- _Work instructions_
Below are the entries; count how many lines contain the word "position" and reply with that number alone.

START Given records

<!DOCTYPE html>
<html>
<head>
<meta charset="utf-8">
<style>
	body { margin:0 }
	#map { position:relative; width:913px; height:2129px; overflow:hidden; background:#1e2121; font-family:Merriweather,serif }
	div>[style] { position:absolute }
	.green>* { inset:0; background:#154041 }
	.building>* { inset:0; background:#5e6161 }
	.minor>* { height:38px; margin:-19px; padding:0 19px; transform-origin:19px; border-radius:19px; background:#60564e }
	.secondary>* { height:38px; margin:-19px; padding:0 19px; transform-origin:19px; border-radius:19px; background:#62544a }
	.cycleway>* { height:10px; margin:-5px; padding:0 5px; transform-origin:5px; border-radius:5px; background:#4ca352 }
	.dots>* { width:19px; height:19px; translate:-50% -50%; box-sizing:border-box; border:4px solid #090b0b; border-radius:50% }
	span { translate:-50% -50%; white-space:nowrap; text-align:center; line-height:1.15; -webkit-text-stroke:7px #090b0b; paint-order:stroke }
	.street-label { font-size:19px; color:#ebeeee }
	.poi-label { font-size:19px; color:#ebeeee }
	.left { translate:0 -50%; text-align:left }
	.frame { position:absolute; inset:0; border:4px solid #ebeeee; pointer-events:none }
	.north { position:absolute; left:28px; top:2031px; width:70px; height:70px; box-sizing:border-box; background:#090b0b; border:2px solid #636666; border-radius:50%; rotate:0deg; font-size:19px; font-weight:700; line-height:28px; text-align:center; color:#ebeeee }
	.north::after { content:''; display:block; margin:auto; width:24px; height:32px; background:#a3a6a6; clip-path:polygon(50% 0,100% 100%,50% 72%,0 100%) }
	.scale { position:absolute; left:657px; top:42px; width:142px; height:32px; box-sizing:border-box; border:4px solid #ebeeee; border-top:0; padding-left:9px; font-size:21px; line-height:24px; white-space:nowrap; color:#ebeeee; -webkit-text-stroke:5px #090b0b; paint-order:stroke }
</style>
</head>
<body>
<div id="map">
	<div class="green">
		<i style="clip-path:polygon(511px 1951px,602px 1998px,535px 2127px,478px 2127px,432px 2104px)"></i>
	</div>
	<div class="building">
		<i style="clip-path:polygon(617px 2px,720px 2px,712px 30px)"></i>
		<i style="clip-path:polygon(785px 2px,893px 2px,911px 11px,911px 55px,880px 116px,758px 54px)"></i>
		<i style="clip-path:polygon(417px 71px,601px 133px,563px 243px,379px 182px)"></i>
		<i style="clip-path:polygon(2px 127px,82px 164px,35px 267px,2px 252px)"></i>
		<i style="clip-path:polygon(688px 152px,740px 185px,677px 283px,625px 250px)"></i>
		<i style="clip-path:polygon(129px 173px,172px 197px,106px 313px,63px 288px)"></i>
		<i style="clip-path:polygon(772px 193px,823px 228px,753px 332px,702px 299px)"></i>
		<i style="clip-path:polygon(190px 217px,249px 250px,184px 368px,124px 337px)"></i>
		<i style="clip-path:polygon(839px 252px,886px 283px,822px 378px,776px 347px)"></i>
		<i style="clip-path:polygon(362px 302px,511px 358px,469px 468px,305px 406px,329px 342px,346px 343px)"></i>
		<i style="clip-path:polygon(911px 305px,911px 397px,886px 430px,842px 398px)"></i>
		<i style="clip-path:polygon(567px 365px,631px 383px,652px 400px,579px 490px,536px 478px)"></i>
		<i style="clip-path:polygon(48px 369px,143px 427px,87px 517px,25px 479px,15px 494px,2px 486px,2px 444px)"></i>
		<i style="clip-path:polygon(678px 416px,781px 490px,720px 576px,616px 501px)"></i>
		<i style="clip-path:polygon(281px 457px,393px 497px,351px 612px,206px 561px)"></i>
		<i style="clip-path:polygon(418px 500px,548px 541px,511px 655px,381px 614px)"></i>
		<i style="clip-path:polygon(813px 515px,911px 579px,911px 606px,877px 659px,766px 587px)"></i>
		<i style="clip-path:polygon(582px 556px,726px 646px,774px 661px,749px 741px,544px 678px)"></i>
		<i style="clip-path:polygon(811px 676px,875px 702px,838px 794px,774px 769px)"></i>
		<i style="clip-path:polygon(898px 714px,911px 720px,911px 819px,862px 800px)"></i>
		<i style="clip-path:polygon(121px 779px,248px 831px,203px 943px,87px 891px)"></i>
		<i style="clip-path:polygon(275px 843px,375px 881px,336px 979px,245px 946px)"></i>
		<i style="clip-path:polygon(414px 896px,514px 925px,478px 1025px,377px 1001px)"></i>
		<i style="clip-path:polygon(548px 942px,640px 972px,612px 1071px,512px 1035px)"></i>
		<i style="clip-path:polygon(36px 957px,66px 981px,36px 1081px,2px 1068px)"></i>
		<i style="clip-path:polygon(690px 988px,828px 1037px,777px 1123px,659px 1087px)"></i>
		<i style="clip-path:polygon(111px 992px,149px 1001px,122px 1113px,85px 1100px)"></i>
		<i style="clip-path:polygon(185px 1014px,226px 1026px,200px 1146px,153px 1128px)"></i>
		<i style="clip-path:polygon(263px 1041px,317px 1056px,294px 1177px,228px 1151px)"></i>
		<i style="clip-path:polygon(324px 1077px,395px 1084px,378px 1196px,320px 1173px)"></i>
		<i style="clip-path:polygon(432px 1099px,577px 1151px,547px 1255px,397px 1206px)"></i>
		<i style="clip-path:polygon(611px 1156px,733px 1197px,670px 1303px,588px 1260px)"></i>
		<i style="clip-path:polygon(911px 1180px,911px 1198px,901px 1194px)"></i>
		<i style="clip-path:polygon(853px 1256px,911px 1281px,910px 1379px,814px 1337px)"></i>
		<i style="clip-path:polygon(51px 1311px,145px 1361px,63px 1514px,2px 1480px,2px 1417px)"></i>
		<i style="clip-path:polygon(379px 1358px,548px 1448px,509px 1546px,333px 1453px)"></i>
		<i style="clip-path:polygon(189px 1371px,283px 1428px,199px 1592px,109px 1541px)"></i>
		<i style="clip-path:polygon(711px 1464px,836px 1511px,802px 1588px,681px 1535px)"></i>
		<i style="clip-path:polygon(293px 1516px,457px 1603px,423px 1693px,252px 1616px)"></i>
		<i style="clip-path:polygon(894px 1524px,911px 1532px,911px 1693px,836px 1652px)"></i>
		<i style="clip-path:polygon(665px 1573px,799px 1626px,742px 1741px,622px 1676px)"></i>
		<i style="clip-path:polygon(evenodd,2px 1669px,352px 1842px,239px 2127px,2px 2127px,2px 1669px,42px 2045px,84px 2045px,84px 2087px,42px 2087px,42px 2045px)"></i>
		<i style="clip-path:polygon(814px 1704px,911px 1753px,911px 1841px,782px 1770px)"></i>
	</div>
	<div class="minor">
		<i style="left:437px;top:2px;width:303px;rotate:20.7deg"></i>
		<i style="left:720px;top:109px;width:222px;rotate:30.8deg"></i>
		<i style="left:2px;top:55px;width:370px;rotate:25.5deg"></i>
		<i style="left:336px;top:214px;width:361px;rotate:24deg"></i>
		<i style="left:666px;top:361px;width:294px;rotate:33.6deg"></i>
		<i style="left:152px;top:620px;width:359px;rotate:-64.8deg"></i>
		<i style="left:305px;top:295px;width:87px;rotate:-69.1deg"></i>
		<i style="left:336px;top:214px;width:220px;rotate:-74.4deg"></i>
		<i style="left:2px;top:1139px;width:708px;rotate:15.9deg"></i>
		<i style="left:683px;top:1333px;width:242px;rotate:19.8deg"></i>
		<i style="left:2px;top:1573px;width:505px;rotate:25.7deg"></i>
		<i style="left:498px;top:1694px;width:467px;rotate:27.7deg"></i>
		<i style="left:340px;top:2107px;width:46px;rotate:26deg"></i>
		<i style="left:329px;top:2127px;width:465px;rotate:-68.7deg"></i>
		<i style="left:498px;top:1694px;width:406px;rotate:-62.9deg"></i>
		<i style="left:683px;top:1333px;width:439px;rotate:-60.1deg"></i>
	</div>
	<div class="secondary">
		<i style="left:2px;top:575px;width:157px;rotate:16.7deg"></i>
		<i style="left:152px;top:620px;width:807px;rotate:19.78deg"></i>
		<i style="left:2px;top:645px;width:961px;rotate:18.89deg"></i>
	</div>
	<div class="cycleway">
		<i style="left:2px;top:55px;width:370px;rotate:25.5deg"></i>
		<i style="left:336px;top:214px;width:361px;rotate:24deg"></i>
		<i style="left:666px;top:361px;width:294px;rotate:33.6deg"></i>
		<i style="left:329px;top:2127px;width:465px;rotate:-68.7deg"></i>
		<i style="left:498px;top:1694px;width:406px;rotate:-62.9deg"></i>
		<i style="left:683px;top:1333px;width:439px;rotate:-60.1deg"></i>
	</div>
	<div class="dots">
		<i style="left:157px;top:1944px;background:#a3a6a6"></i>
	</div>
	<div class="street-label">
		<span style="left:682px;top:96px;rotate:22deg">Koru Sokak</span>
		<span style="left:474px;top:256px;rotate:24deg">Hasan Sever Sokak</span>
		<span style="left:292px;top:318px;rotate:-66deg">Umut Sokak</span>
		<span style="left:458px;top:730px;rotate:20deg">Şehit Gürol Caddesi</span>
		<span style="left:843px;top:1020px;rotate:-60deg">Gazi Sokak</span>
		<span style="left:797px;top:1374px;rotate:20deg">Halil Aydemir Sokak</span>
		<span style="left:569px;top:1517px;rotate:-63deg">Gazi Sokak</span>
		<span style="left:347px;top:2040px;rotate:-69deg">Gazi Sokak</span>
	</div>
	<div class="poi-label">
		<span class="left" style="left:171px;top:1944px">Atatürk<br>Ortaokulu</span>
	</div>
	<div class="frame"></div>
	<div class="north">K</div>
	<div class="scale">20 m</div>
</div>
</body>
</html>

END Given records

- _Answer to the exercise_
5